+++ Dataset records +++
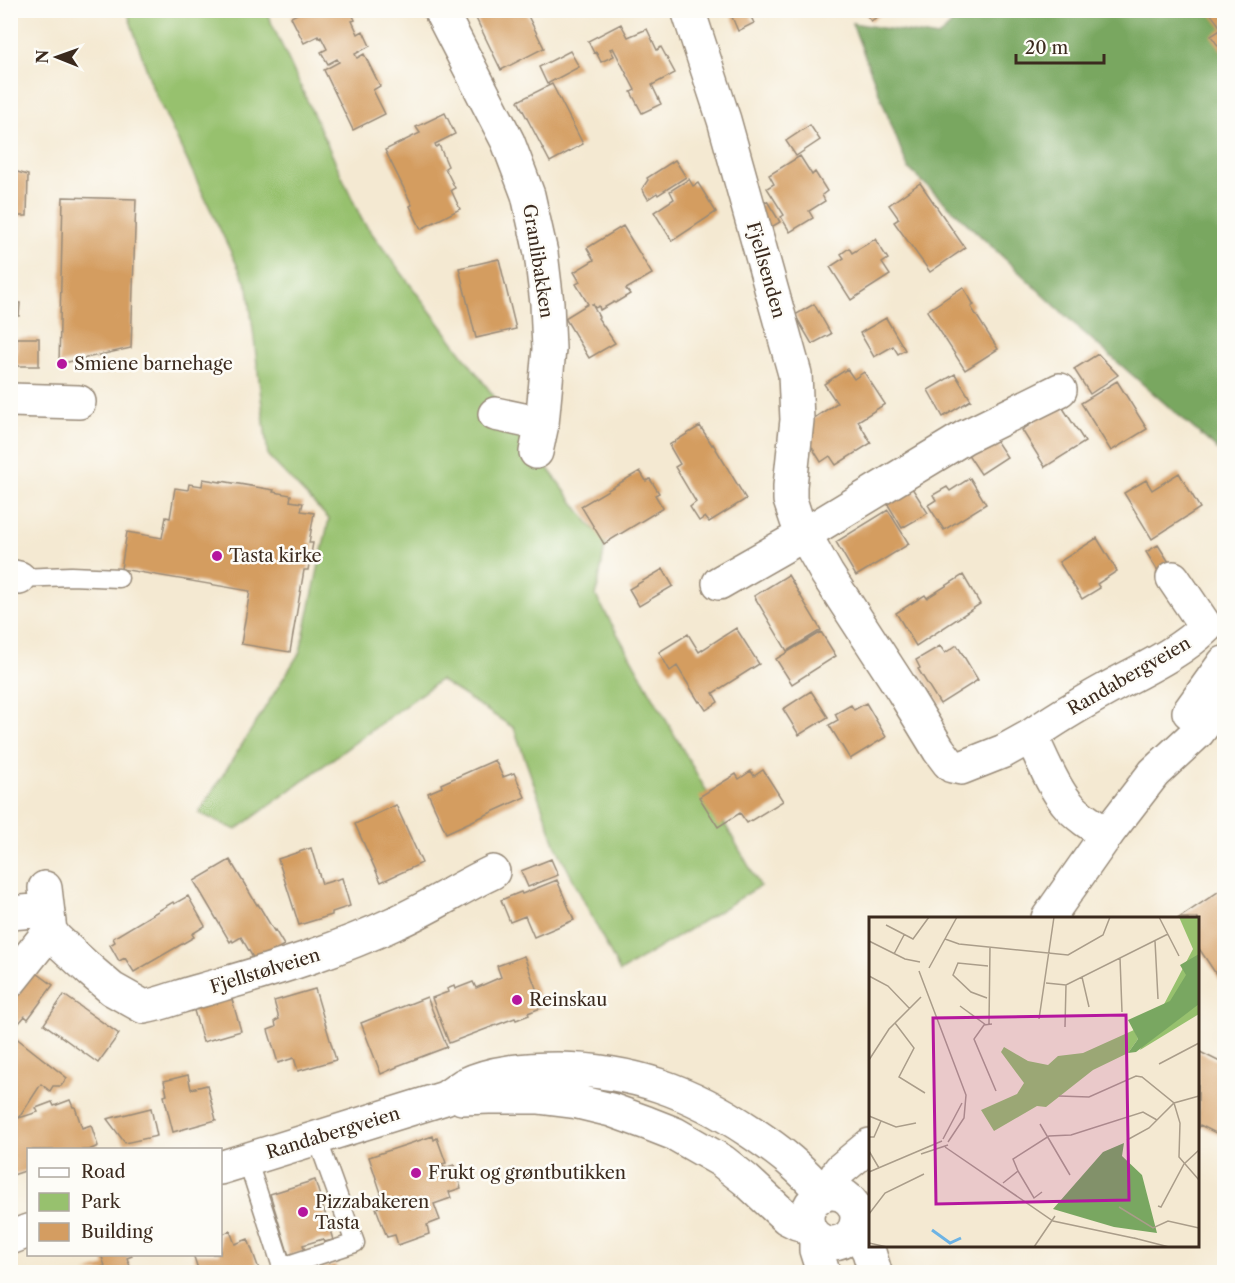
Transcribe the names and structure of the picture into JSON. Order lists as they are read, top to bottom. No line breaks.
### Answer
{"streets":{"street":["Granlibakken","Fjellsenden","Randabergveien","Fjellstølveien"]},"crossings":[["Fjellsenden","Randabergveien"]],"places":["Smiene barnehage","Tasta kirke","Reinskau","Frukt og grøntbutikken","Pizzabakeren Tasta"],"legend":["Road","Park","Building"],"scale_bar":"20 m","north":"left"}
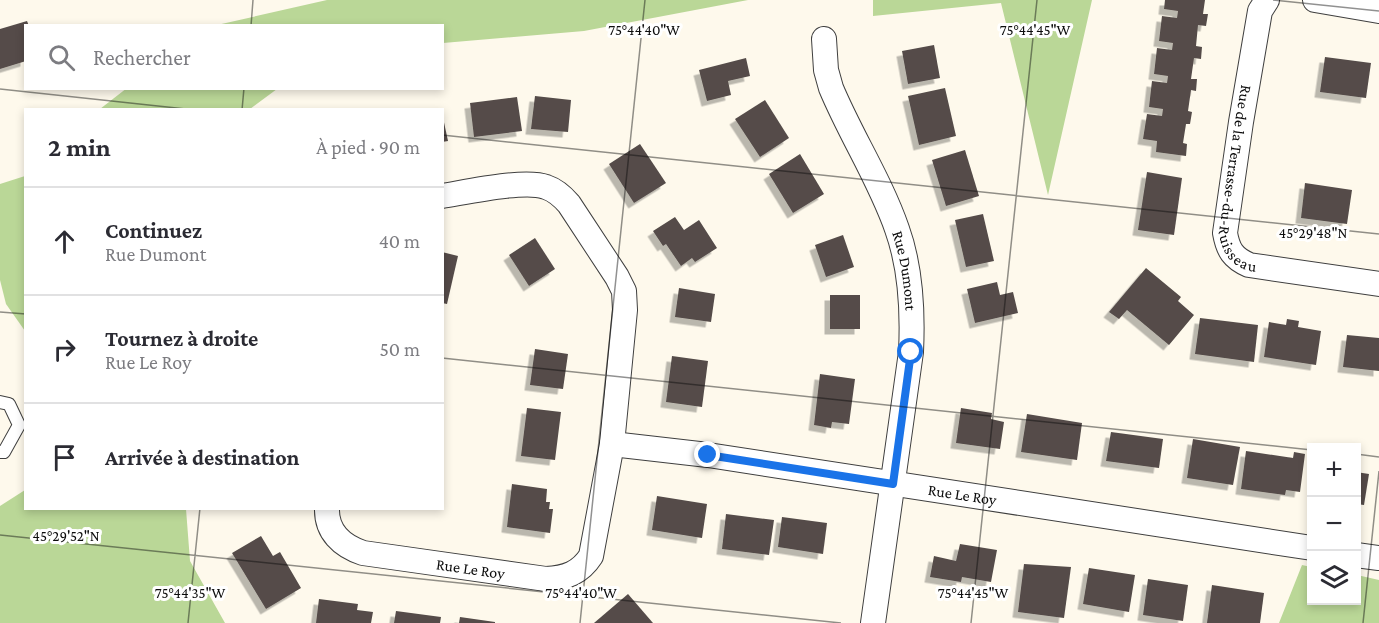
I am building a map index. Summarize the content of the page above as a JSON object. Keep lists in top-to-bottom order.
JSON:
{
  "streets": {
    "street": ["Rue de la Terrasse-du-Ruisseau", "Rue Dumont", "Rue Le Roy"]
  },
  "crossings": [
    ["Rue Dumont", "Rue Le Roy"]
  ],
  "page": {
    "search": "Rechercher",
    "heading": ["2 min", "À pied · 90 m"],
    "list": [
      ["Continuez", "Rue Dumont", "40 m"],
      ["Tournez à droite", "Rue Le Roy", "50 m"],
      "Arrivée à destination"
    ],
    "map_buttons": ["+", "−"]
  },
  "coordinates": [
    "75°44'40\"W",
    "75°44'45\"W",
    "45°29'48\"N",
    "45°29'52\"N",
    "75°44'35\"W"
  ]
}
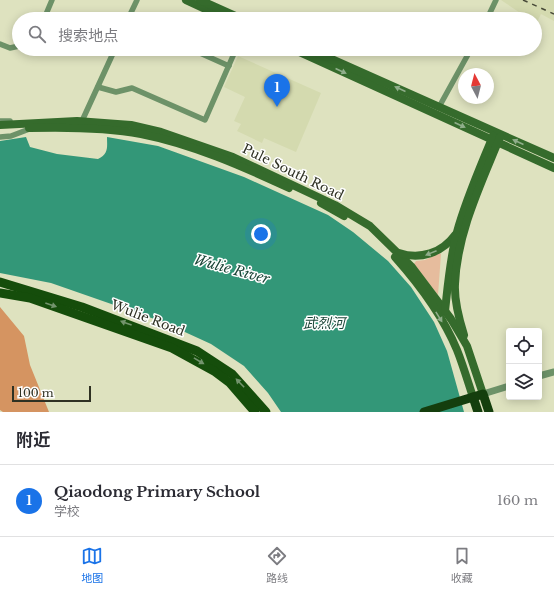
+++
Omit the pictures; set down each record exactly.

__Answer to this exercise__:
Transcribe the names and structure of the picture into JSON. Order lists as they are read, top to bottom. No line breaks.
### Answer
{"streets":{"street":["Granlibakken","Fjellsenden","Randabergveien","Fjellstølveien"]},"crossings":[["Fjellsenden","Randabergveien"]],"places":["Smiene barnehage","Tasta kirke","Reinskau","Frukt og grøntbutikken","Pizzabakeren Tasta"],"legend":["Road","Park","Building"],"scale_bar":"20 m","north":"left"}
I am building a map index. Summarize the content of the page above as a JSON object. Keep lists in top-to-bottom order.
JSON:
{
  "streets": {
    "street": ["Rue de la Terrasse-du-Ruisseau", "Rue Dumont", "Rue Le Roy"]
  },
  "crossings": [
    ["Rue Dumont", "Rue Le Roy"]
  ],
  "page": {
    "search": "Rechercher",
    "heading": ["2 min", "À pied · 90 m"],
    "list": [
      ["Continuez", "Rue Dumont", "40 m"],
      ["Tournez à droite", "Rue Le Roy", "50 m"],
      "Arrivée à destination"
    ],
    "map_buttons": ["+", "−"]
  },
  "coordinates": [
    "75°44'40\"W",
    "75°44'45\"W",
    "45°29'48\"N",
    "45°29'52\"N",
    "75°44'35\"W"
  ]
}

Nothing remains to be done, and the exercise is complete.